Sunday, February 6, 2011

 Tomato and Sausage Risotto
recipe adapted from Smitten Kitchen

 Ingredients
  • 1 can (28 ounces) diced tomatoes in juice
  • 2 tablespoons olive oil
  • 3/4 pound sweet or hot Italian sausage, casings removed
  • 1 small onion, finely chopped
  • Coarse salt and ground pepper
  • 1 cup Arborio rice
  • 1/2 cup dry white wine
  • 1 bunch flat-leaf spinach (10 to 14 ounces), washed well, tough stems removed, chopped (about 7 cups)
Directions

  1. In a small saucepan, combine tomatoes (with their juice) and 3 cups water. Bring just to a simmer; keep warm over low heat.
  2. In a medium saucepan, heat 1 tablespoon of olive oil over medium heat. Add sausage and onion; season with salt and pepper. Cook, breaking up sausage with a spoon, until sausage is opaque and onion has softened, 3 to 5 minutes.
  3. Add rice; cook, stirring until well coated, 1 to 2 minutes. Add wine; cook, stirring until absorbed, about 1 minute.
  4. Add about 2 cups hot tomato mixture to rice; simmer over medium-low heat, stirring occasionally, until absorbed, 4 to 5 minutes. Continue adding tomato mixture, 1 cup at a time, waiting for one cup to be absorbed before adding the next, stirring occasionally, until rice is creamy and just tender, about 25 minutes total (you may not have to use all the liquid).
  5. Remove pan from heat. Stir in spinach and remaining tablespoon of olive oil; season with salt and pepper. Serve immediately (risotto will thicken as it cools).  Serves 4.
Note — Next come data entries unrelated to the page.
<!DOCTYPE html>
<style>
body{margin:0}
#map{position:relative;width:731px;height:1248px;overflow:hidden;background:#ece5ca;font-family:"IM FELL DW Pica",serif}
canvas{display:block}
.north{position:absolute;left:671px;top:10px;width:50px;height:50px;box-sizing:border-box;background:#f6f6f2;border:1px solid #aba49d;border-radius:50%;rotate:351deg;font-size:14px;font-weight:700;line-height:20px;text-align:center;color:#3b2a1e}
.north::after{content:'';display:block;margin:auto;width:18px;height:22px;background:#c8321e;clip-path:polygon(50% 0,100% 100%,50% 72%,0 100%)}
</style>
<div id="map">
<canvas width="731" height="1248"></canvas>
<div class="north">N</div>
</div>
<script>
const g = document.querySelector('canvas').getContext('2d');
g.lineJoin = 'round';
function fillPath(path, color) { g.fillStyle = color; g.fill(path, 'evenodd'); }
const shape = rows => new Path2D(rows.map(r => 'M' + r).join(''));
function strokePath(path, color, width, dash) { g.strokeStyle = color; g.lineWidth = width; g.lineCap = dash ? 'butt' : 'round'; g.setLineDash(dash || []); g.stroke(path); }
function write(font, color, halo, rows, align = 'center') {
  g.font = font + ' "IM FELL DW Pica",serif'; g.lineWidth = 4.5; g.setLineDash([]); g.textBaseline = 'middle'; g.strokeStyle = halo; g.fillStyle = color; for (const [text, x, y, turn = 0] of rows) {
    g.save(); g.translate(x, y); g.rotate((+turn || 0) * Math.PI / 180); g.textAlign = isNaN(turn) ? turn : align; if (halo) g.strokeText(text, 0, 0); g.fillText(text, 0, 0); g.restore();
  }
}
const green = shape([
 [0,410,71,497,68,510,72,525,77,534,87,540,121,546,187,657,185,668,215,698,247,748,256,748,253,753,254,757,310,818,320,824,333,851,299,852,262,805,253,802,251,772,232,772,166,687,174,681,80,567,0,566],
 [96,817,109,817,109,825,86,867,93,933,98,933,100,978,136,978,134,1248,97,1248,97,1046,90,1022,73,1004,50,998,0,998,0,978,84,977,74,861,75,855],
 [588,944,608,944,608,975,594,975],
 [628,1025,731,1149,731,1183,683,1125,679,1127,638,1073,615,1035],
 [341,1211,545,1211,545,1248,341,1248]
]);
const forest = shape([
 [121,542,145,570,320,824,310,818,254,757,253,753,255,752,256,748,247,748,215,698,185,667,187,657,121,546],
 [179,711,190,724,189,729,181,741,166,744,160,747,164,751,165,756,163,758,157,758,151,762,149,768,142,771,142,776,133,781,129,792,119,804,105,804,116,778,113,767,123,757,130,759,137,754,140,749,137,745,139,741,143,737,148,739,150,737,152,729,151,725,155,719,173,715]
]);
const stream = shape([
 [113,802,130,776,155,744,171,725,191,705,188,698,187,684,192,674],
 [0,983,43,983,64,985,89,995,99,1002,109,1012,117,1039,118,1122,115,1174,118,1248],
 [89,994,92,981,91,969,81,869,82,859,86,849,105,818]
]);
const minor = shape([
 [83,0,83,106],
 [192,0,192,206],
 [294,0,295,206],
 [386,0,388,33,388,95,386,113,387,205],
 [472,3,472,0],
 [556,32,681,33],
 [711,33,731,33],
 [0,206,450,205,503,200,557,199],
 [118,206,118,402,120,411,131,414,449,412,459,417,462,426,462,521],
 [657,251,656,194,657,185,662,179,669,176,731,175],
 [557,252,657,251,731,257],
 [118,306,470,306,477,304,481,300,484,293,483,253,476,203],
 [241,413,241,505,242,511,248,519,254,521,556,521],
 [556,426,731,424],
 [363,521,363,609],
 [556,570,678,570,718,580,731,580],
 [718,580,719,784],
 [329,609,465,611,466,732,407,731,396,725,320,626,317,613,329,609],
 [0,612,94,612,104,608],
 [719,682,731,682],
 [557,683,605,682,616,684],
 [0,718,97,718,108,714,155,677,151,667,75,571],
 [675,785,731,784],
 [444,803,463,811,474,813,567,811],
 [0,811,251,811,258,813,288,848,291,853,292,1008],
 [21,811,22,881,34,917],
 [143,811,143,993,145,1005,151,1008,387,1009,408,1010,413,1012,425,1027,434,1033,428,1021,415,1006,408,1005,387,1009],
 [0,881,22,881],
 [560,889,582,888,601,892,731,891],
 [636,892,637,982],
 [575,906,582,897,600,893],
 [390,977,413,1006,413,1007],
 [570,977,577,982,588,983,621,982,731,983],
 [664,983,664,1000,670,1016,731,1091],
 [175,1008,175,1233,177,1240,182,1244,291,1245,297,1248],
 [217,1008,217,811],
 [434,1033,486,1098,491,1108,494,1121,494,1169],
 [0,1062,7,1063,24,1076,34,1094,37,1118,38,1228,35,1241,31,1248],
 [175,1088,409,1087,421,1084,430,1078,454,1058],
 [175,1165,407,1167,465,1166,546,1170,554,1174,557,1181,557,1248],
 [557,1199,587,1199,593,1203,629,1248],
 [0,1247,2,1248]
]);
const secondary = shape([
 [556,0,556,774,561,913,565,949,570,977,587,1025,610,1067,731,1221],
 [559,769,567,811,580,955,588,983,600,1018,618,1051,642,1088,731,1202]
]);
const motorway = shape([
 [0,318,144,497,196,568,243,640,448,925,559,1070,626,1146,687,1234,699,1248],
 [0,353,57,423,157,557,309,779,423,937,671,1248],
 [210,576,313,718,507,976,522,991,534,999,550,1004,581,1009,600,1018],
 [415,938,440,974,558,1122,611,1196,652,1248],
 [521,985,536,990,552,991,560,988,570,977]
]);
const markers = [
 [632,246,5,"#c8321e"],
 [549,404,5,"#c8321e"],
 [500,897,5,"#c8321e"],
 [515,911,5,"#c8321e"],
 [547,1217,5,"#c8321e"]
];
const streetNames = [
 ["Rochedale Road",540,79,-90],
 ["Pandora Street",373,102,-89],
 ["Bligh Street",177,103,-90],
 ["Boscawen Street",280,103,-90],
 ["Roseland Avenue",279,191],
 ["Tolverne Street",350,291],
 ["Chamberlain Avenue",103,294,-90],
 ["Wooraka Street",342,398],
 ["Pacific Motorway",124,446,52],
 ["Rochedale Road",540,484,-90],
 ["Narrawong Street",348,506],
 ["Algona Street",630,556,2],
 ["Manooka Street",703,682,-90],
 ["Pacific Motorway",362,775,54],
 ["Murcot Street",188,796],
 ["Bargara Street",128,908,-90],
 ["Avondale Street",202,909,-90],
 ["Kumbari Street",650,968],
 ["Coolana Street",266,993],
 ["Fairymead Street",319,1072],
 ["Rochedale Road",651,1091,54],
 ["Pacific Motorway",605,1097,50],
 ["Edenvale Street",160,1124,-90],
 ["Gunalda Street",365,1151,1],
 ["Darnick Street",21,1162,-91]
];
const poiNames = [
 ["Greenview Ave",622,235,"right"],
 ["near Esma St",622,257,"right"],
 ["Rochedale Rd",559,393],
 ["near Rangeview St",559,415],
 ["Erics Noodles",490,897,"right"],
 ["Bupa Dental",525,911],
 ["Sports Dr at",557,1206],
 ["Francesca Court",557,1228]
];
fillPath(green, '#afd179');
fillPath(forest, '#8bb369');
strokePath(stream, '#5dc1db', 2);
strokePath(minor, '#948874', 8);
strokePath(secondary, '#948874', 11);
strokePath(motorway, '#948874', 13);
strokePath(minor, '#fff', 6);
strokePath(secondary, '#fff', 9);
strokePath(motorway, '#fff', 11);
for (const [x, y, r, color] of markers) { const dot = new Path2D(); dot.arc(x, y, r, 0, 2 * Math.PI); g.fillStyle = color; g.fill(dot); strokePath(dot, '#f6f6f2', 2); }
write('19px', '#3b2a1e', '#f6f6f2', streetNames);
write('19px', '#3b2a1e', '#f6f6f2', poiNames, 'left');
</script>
Thursday, February 3, 2011

 Tuscan White Beans
recipe adapted from How Easy Is That?

Ingredients
  • 1 lb. dried white cannellini beans
  • 1/4 c. good olive oil
  • 4 c. chopped onion
  • 2 c. chopped carrots
  • 3 cloves garlic, minced
  • 1 c. chicken broth
  • 1 tbs. minced fresh sage leaves
  • 1 tbs. minced fresh rosemary leaves
  • 2 tsp. kosher salt
  • 1/2 tsp. freshly ground black pepper
Directions
  1. The night before, soak the beans in a large bowl with water to cover by at least 2 inches.  Cover and refrigerate overnight.
  2. The next day, drain the beans, rinse them well, and place them in a large stockpot.  Add twice as much water as you have beans, bring to a boil, lower the heat, and simmer uncovered for about 45 minutes, until the beans are very tender.  Skim off any foam that accumulates.  
  3. Meanwhile, heat the olive oil in a large pan or Dutch oven over medium heat.  Add the onion and carrots and saute for 8 to 10 minutes, stirring occasionally, until tender.  Add the garlic and cook for 1 more minute.  Drain the beans and add them to the vegetables.  Add the chicken stock, sage, rosemary, salt and pepper and simmer, stirring occasionally, for 12 to 15 minutes, until creamy.  Season to taste and serve hot.  Serves 6. 

Tuesday, February 1, 2011

Red and Purple Dill Potatoes

 Ingredients
  • 1-28 oz. bag red baby potatoes
  • 1-28 oz. bag purple baby potatoes
  • 3 tbs. EVOO
  • 1 1/2 tsp. kosher salt
  • 1/2 tsp. black pepper
  • 2 tsp. dried dill 
Directions
  1. In a large dutch oven heat EVOO over medium heat.  Add potatoes, salt, and pepper and toss to coat.  Cover with lid and allow to cook 30 minutes.  Do not uncover while cooking; instead shake the potatoes occasionally to keep them from burning.  Garnish with dill and serve.  Serves 6 to 8.